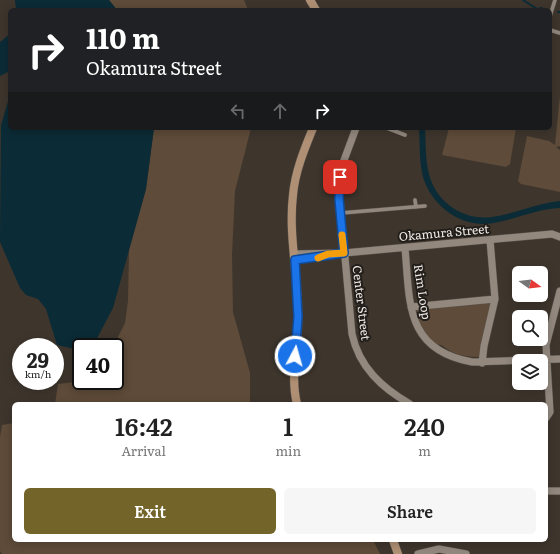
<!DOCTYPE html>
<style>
:root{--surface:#fff;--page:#f6f6f6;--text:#222;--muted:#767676;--accent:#73642a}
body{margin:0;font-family:Literata,serif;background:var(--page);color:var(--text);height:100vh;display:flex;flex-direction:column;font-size:15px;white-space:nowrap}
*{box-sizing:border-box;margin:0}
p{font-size:13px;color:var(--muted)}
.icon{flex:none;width:22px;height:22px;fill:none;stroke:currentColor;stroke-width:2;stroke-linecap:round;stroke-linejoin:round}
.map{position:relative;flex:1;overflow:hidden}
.drawer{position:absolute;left:12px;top:402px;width:536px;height:140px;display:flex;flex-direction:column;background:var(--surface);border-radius:6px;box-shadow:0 2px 10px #0003}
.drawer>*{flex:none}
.banner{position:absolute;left:8px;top:8px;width:544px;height:122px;border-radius:6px;box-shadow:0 2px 10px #0003;background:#202124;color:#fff;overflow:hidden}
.needle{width:26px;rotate:105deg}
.tools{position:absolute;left:512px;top:266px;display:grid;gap:8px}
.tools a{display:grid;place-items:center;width:36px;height:36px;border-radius:6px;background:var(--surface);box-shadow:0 2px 10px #0003;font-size:20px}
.speed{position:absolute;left:12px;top:338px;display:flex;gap:8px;font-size:20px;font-weight:700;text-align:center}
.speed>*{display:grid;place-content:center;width:52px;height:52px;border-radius:50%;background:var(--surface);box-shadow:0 2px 10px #0003;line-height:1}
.speed small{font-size:10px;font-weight:400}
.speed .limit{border:2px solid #111;border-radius:6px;background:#fff;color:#111}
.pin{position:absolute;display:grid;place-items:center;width:34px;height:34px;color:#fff;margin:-17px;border-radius:8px;box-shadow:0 2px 6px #0006}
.me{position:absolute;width:44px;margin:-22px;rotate:6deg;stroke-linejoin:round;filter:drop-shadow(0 0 3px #0008)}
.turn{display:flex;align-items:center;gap:14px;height:84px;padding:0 12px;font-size:18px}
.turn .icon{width:52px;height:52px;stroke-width:2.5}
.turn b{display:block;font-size:28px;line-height:34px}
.lanes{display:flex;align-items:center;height:38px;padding:0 12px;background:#0003;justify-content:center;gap:20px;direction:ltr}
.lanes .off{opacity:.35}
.eta{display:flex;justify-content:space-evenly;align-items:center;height:68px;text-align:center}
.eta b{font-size:24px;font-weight:600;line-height:28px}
.cta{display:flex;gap:8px;margin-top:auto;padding:8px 12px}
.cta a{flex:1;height:46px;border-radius:6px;background:var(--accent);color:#fff;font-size:16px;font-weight:600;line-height:46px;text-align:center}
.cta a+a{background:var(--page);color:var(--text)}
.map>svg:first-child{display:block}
.green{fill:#5e4b39}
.water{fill:#0b2b36}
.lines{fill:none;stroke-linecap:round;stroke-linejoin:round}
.stream{stroke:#0b2b36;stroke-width:2}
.lane-casing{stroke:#5a524b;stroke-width:4.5}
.street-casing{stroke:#5a524b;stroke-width:8}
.secondary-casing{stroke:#5a524b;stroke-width:9}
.lane{stroke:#92887e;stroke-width:3.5}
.street{stroke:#92887e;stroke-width:7}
.secondary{stroke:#af9074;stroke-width:8}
.route-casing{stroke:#114b97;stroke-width:10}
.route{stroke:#1a73e8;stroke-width:7}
.slow{stroke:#f59e0b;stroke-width:7}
.labels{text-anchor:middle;stroke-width:4;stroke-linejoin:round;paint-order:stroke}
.street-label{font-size:12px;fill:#efeae5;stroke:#221e1a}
</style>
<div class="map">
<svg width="560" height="554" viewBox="0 0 560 554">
<rect width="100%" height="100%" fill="#3e362d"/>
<path class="green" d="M109 0H244L248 10H117Z
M560 96V146L556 147 560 150V192L521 184 518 181 527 136 549 141 555 145Z
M154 128H251L235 191 232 255 233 312 250 373V404H55L58 384 75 382 81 378V381H115V347H113L125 323 128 301 129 250 146 189Z
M449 128H516L510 164 506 167 442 155Z
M495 299 483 357C468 357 454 356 443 346 440 344 438 346 435 343 422 333 418 321 416 306Z
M14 423V540H373L380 554H2L0 551V437L2 425Z"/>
<path class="water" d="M15 0H109L117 10H16Z
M10 34V71L0 76V42Z
M10 95V128H154L146 189 113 308 94 344 75 349 57 345 46 309 38 299 26 295 20 288 0 242 1 125Z
M419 128H425C426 143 425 159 429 174 436 202 463 221 492 217 512 214 531 206 552 202L560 201V208C537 209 516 219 494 223 463 229 432 207 423 177 419 161 420 144 419 128Z"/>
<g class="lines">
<path class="stream" d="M523 0 537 9 542 8
M558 12H560"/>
<g class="lane-casing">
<path id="lane" d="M550 16 555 0
M550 30 560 33
M387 128 405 135
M415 200 416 207
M341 213 425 206"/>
</g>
<g class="street-casing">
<path id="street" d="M356 128 343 163 339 192 352 334C359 367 382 388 410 404
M405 248C410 303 405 350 472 362L560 359
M294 254 344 253 552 234 560 237
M295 260 322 257 328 254
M411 307 495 299
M482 363 484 346 495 299 490 240
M546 418 550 412 546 345 560 291
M546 491H560
M418 554 439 549 466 554"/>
</g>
<g class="secondary-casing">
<path id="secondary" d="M310 0 316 10
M297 404C290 376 298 348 298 319 299 278 288 236 293 195 295 172 304 150 313 128
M393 540 398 554"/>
</g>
<use href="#lane" class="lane"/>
<use href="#street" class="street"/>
<use href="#secondary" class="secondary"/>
</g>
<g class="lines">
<g class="route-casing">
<path id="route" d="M295 356 298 317 295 260 344 253 339 199 340 177"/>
</g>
<use href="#route" class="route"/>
<path class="slow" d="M318 258 328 254 344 253 342 235"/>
</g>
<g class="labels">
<g class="street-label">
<text transform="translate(444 233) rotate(-5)" y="4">Okamura Street</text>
<text transform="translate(422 292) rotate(81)" y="4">Rim Loop</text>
<text transform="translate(361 303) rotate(83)" y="4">Center Street</text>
</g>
</g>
</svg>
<div class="tools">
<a><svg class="needle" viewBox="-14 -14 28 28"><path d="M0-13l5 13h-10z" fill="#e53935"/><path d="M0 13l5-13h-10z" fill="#767676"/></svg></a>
<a><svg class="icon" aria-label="search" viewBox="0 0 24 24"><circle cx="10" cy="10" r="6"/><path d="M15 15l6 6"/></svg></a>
<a><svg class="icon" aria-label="layers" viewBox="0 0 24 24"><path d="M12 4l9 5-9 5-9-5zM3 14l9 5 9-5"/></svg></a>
</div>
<div class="speed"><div>29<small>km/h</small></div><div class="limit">40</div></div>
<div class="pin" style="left:340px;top:177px;background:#d93025"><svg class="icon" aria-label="arrive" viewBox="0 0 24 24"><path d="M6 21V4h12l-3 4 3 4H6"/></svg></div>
<svg class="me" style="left:295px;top:356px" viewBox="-20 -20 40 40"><circle r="17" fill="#1a73e8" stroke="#fff" stroke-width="3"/><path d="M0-11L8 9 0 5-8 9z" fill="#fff"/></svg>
<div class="banner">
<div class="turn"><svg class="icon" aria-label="right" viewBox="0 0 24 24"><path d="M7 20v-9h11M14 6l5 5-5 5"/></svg><div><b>110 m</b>Okamura Street</div></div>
<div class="lanes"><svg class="icon off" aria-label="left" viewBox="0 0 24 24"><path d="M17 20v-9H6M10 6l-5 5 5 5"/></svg><svg class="icon off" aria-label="ahead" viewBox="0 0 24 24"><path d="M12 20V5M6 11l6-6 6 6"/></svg><svg class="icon" aria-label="right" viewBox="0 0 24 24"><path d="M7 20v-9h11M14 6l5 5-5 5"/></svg></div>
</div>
<section class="drawer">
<div class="eta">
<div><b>16:42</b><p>Arrival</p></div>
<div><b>1</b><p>min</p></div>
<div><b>240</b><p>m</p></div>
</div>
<div class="cta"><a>Exit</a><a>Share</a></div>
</section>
</div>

========================================================================

Only the number is wanted: how many lines of these entries contain the string "justify"?

2